© Reuters. Commuters walk as a banner that reads “The trains belong to the people” hangs at Retiro train station, during a one-day national strike, in Buenos Aires, Argentina, January 24, 2024. REUTERS/Agustin Marcarian
By Nicolás Misculin
BUENOS AIRES (Reuters) -Argentina’s largest union started a 12-hour strike on Wednesday with tens of thousands of workers demonstrating in the heart of Buenos Aires against tough economic austerity measures and reforms by new libertarian President Javier Milei.
The action, hitting sectors from transport to banks, is the biggest show of opposition to Milei’s plans for spending cuts and privatization since he took office last month, pledging to fix an economy reeling from 211% inflation and crippling debt.
The strike was coordinated by the powerful umbrella union the General Confederation of Labor (CGT) and comes amid major scrutiny of Milei’s two major reform pushes: an “omnibus” bill going through Congress and a “mega-decree” deregulating the economy.
“The first cut this government is making is to the workers,” Pablo Moyano, leader of the powerful truckers union, said at the main union event in downtown Buenos Aires. “Their labor reform aims to take away workers’ rights.”
But even as the strikes, which started at noon local time, took a toll on transport, banks, hospitals and public services, Milei’s government vowed to stick to its reform plans.
Local airlines said they had been forced to cancel hundreds of flights.
The CGT had already used the courts to temporarily suspend some measures relating to labor in Milei’s decree.
The omnibus bill was approved by a committee in the lower chamber of deputies early on Wednesday, one of many steps as it works its way through a divided Congress.
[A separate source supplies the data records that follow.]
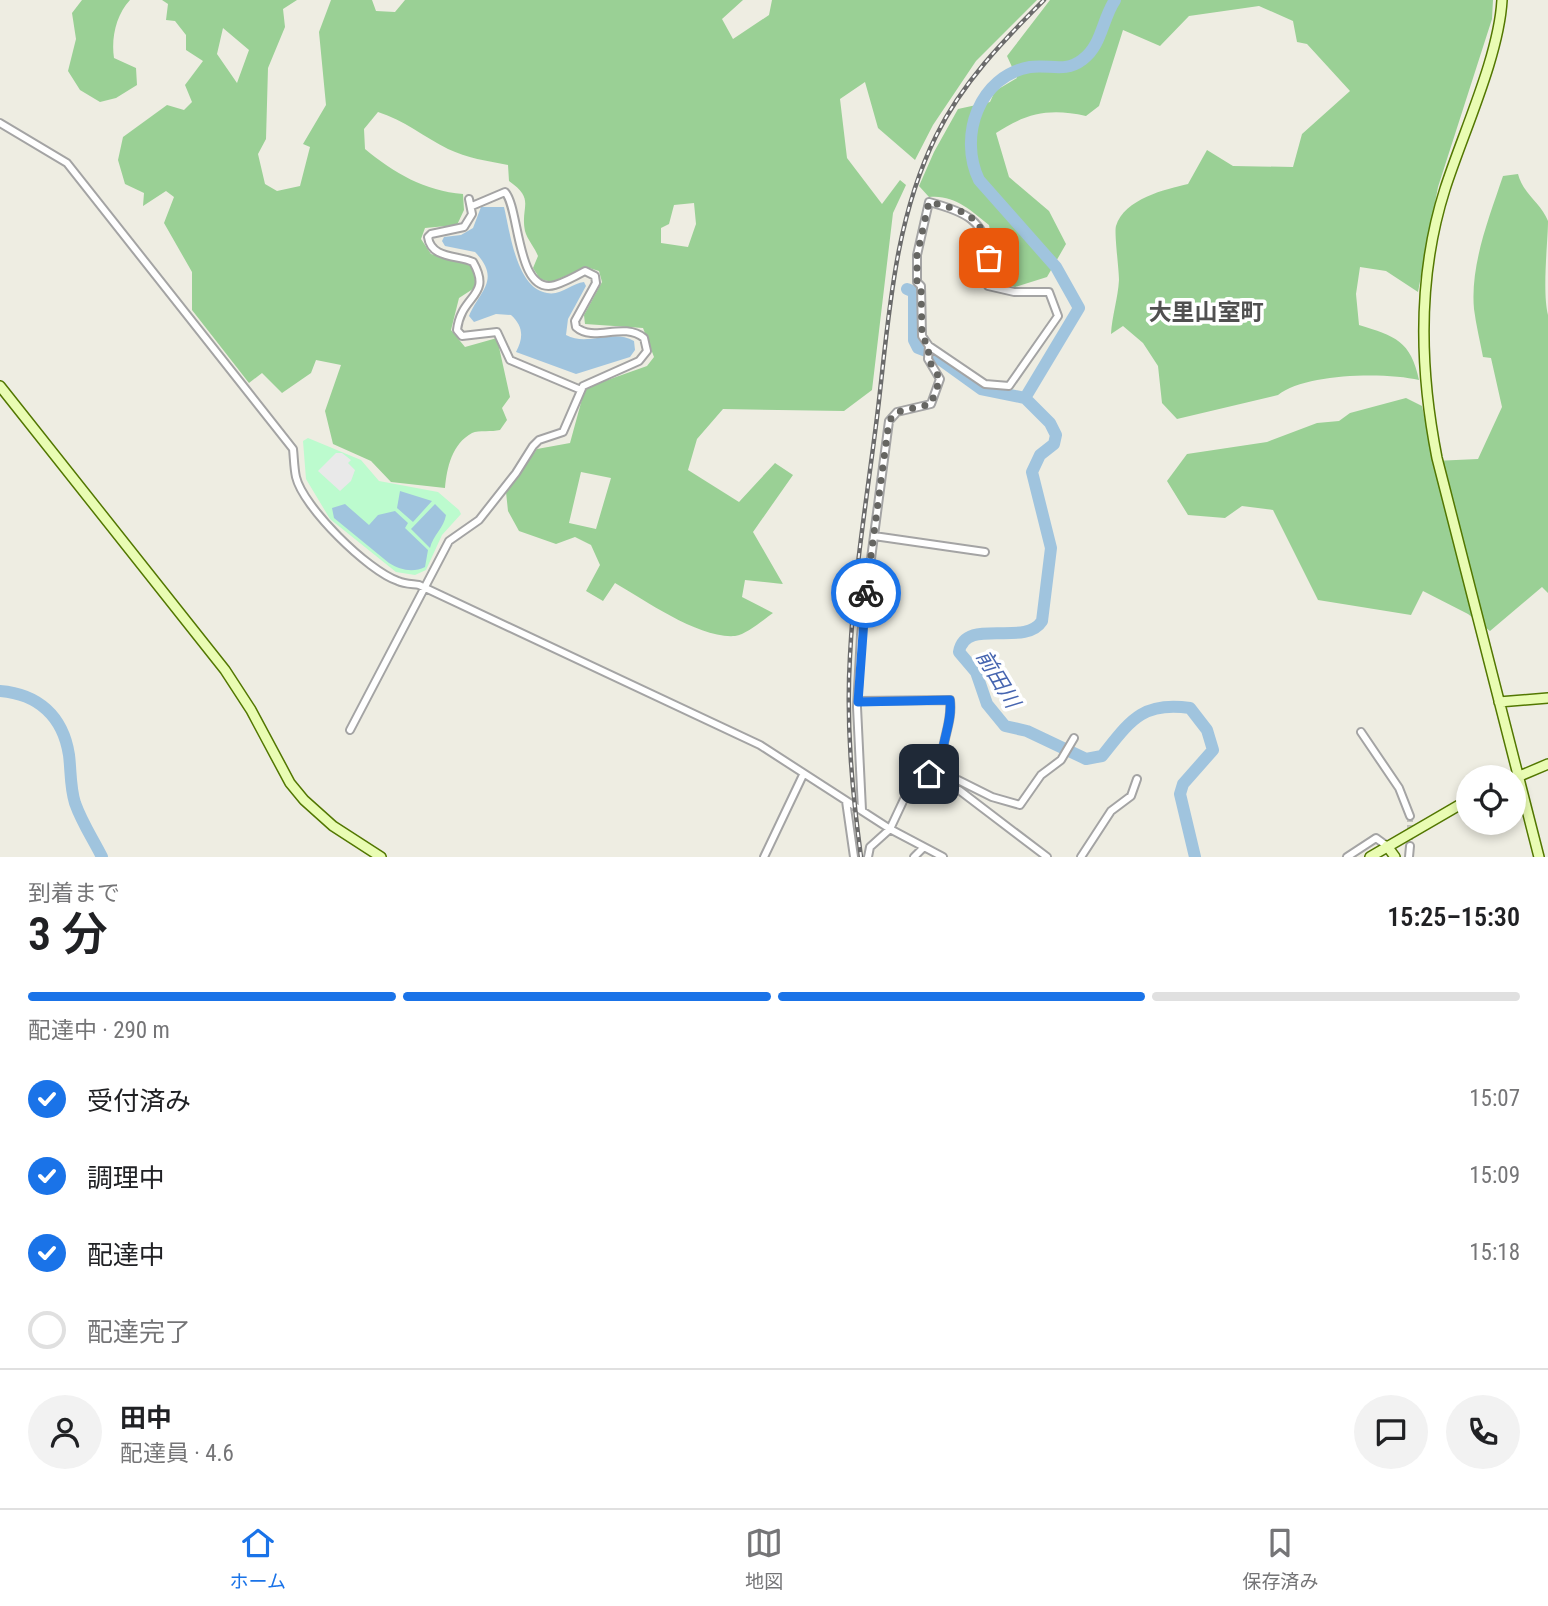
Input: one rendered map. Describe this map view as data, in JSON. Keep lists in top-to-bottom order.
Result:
{
  "districts": ["大里山室町"],
  "water": ["前田川"],
  "page": {
    "heading": ["3 分", "到着まで", "15:25–15:30"],
    "panel": ["田中", "配達員 · 4.6"],
    "bar": "配達中 · 290 m",
    "list": [
      ["受付済み", "15:07"],
      ["調理中", "15:09"],
      ["配達中", "15:18"],
      "配達完了"
    ],
    "tabs": ["ホーム", "地図", "保存済み"]
  }
}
It faces opposition from the powerful Peronist opposition bloc.
Milei, an economist and former TV pundit who pulled off a shock election win last year, is balancing stabilizing the South American country’s economy and reducing a deep fiscal deficit with triple-digit inflation and with two-fifths of the population living in poverty.
The new government says the austerity measures are needed after years of over-spending that have left Argentina with huge debts to local and international creditors, including a shaky $44 billion deal with the International Monetary Fund.
“There is no strike that stops us, there is no threat that intimidates us,” Milei’s security minister and former presidential election rival Patricia Bullrich wrote on X.
“It’s mafia unionists, poverty managers, complicit judges and corrupt politicians, all defending their privileges, resisting the change that society chose democratically.”